■ **Prompt**:
Read through the records. Copy each line that has the word "space".

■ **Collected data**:
- - -

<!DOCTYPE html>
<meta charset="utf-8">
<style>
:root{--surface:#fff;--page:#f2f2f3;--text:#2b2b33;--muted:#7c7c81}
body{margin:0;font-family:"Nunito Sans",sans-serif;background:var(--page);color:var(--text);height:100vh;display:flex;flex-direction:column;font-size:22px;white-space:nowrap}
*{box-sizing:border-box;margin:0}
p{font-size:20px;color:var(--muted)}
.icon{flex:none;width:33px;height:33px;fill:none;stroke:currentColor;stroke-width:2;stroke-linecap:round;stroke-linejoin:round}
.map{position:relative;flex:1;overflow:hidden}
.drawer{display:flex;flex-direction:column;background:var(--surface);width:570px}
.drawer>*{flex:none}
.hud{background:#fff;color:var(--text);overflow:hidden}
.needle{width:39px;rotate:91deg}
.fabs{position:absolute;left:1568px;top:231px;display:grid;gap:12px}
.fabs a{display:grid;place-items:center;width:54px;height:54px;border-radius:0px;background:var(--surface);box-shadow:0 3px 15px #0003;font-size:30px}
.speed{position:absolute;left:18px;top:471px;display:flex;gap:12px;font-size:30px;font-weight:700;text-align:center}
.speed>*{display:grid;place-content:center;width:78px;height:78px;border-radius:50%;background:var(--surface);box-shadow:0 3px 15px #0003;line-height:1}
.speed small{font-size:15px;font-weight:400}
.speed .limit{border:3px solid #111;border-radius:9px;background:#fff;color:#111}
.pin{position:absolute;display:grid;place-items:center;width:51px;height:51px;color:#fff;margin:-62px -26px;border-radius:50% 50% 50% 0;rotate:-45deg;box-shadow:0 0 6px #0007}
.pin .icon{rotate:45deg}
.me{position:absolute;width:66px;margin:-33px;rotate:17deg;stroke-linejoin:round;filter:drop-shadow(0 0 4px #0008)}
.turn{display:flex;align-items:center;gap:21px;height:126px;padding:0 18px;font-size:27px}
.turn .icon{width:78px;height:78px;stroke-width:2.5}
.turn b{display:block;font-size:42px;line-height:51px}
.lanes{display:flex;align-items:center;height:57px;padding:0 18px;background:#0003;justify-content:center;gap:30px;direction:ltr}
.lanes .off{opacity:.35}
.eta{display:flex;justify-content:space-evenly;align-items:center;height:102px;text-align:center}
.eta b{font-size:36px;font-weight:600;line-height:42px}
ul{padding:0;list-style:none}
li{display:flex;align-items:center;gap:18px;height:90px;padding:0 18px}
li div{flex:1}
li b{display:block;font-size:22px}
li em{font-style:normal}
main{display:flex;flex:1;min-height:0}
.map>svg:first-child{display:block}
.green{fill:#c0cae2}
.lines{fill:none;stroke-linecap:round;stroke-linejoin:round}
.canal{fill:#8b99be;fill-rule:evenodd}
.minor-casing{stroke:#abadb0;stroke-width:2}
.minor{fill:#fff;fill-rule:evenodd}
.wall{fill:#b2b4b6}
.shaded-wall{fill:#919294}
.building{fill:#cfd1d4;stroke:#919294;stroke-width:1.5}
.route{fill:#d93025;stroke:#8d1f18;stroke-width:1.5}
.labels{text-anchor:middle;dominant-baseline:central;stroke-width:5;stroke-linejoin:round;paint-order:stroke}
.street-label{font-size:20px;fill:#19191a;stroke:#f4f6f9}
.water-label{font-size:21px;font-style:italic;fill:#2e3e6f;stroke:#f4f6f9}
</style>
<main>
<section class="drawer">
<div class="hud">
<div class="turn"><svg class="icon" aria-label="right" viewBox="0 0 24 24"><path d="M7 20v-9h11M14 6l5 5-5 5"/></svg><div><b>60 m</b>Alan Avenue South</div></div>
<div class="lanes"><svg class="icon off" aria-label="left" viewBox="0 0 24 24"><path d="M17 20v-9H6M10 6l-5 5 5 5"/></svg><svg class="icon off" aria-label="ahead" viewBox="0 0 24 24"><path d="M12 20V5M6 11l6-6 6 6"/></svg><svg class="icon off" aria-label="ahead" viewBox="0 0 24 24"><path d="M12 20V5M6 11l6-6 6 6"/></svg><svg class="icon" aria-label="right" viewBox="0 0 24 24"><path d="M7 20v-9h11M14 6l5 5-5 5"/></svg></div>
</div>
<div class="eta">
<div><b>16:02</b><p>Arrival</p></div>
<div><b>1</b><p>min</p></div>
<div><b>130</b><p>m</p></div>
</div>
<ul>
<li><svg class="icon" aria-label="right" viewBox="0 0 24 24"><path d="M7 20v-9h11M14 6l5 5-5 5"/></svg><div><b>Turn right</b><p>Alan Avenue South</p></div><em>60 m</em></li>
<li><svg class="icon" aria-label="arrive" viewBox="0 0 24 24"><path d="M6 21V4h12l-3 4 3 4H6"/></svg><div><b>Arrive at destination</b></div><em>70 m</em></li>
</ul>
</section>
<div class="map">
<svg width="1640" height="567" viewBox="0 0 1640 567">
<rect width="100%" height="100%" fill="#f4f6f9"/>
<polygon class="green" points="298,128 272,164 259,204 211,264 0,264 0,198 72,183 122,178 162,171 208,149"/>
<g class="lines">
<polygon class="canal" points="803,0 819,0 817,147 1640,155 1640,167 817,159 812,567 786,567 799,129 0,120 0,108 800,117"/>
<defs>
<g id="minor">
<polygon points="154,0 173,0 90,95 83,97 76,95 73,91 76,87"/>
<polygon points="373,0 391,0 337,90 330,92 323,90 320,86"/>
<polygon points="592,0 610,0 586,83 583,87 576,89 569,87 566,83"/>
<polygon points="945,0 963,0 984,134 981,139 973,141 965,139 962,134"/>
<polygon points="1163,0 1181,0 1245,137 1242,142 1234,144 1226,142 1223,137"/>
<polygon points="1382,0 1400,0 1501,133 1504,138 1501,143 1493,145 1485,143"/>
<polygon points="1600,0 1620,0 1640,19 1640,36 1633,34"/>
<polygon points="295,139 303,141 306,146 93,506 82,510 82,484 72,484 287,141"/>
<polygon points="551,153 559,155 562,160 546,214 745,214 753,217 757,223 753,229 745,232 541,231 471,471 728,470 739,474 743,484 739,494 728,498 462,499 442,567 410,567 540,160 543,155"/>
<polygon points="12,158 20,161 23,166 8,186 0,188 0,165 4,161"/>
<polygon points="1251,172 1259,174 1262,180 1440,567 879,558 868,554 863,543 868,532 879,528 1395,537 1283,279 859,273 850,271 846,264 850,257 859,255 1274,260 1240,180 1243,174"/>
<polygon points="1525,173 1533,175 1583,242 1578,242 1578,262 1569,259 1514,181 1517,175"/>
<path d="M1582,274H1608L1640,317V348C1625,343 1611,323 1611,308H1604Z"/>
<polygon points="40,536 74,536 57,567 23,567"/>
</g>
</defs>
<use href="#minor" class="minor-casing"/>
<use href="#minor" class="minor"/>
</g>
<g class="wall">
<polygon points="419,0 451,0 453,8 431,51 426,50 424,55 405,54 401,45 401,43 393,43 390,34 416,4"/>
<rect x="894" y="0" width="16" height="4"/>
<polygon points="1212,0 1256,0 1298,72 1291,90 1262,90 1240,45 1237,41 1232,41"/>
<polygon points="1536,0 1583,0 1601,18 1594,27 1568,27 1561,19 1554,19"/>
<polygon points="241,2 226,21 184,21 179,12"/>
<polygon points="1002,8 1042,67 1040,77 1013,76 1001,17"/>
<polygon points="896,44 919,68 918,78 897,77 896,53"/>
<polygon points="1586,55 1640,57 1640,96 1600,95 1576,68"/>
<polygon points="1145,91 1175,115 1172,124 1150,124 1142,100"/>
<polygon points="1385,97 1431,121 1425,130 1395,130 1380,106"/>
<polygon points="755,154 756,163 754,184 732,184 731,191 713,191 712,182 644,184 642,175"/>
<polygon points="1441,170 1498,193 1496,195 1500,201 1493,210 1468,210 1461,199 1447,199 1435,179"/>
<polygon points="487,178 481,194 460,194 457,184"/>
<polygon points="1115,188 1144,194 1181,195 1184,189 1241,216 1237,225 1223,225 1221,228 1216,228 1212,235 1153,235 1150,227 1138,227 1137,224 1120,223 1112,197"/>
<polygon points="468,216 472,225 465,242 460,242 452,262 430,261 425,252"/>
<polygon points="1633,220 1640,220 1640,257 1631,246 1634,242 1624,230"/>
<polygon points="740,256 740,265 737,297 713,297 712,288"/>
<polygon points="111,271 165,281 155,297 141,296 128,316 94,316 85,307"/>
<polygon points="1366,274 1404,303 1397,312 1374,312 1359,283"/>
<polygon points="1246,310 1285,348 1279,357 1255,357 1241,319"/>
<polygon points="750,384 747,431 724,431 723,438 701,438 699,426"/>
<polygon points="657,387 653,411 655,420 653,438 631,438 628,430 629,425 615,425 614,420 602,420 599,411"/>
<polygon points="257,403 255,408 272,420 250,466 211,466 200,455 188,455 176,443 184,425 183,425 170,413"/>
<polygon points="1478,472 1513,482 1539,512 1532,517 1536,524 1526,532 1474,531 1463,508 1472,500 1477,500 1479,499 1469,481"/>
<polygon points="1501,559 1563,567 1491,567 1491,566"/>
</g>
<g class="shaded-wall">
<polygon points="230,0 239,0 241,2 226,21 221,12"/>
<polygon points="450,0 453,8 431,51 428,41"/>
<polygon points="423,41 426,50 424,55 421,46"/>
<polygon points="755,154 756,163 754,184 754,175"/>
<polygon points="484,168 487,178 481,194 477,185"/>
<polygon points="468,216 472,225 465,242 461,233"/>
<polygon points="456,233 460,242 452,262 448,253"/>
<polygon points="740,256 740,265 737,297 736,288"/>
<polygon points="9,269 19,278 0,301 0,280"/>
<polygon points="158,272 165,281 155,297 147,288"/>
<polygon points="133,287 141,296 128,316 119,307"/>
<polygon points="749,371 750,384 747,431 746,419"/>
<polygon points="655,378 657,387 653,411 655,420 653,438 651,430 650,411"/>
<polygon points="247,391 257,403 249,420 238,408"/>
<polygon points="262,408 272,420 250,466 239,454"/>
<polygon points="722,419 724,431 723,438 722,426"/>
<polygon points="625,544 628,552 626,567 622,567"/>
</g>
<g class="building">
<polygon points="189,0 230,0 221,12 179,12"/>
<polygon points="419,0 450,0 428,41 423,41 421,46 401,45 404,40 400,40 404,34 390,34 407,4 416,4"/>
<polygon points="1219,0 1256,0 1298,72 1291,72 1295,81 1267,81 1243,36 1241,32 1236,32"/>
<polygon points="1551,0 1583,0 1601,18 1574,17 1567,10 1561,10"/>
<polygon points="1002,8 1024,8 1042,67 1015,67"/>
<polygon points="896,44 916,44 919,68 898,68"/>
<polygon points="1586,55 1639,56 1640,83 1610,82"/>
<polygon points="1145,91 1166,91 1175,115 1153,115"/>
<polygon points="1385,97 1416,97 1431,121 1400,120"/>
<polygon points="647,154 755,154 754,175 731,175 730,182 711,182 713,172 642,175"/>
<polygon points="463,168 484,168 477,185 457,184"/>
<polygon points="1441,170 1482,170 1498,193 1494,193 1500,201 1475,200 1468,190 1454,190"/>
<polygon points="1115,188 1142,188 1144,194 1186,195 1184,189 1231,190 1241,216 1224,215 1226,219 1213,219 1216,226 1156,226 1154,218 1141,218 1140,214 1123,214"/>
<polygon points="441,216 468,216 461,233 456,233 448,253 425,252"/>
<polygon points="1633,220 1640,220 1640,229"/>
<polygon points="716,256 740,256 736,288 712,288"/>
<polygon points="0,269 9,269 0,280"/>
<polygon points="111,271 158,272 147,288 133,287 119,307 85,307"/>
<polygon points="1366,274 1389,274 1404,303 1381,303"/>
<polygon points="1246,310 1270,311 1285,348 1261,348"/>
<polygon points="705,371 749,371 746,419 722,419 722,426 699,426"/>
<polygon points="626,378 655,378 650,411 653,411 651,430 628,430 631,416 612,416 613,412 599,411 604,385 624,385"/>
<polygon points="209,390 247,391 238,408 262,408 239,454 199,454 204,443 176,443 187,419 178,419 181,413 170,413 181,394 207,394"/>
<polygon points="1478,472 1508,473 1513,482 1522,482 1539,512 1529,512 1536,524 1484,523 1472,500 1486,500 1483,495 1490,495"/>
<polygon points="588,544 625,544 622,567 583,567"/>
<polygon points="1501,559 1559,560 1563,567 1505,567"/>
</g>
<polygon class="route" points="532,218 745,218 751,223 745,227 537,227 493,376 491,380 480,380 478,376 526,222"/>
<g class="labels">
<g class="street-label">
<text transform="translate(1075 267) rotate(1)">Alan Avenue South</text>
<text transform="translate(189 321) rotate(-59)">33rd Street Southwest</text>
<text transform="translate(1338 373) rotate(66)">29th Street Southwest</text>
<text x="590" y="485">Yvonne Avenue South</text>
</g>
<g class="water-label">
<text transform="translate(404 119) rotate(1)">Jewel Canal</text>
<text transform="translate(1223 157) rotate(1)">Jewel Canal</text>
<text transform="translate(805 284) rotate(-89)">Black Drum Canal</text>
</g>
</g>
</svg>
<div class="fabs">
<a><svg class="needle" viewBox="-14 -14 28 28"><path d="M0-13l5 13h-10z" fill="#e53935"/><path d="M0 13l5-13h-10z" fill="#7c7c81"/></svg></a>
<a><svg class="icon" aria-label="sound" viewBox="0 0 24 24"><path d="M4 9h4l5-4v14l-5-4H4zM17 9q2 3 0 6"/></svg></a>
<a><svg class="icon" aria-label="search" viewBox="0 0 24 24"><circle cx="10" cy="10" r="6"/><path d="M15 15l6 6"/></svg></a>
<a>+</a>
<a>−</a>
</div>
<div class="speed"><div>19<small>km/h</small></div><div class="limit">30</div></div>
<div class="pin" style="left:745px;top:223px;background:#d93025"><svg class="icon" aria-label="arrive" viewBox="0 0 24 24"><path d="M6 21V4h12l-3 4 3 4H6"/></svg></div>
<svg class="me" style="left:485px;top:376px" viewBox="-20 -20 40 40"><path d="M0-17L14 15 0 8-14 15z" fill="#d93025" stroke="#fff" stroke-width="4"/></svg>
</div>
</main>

- - -

■ **Output for this task**:
body{margin:0;font-family:"Nunito Sans",sans-serif;background:var(--page);color:var(--text);height:100vh;display:flex;flex-direction:column;font-size:22px;white-space:nowrap}
.eta{display:flex;justify-content:space-evenly;align-items:center;height:102px;text-align:center}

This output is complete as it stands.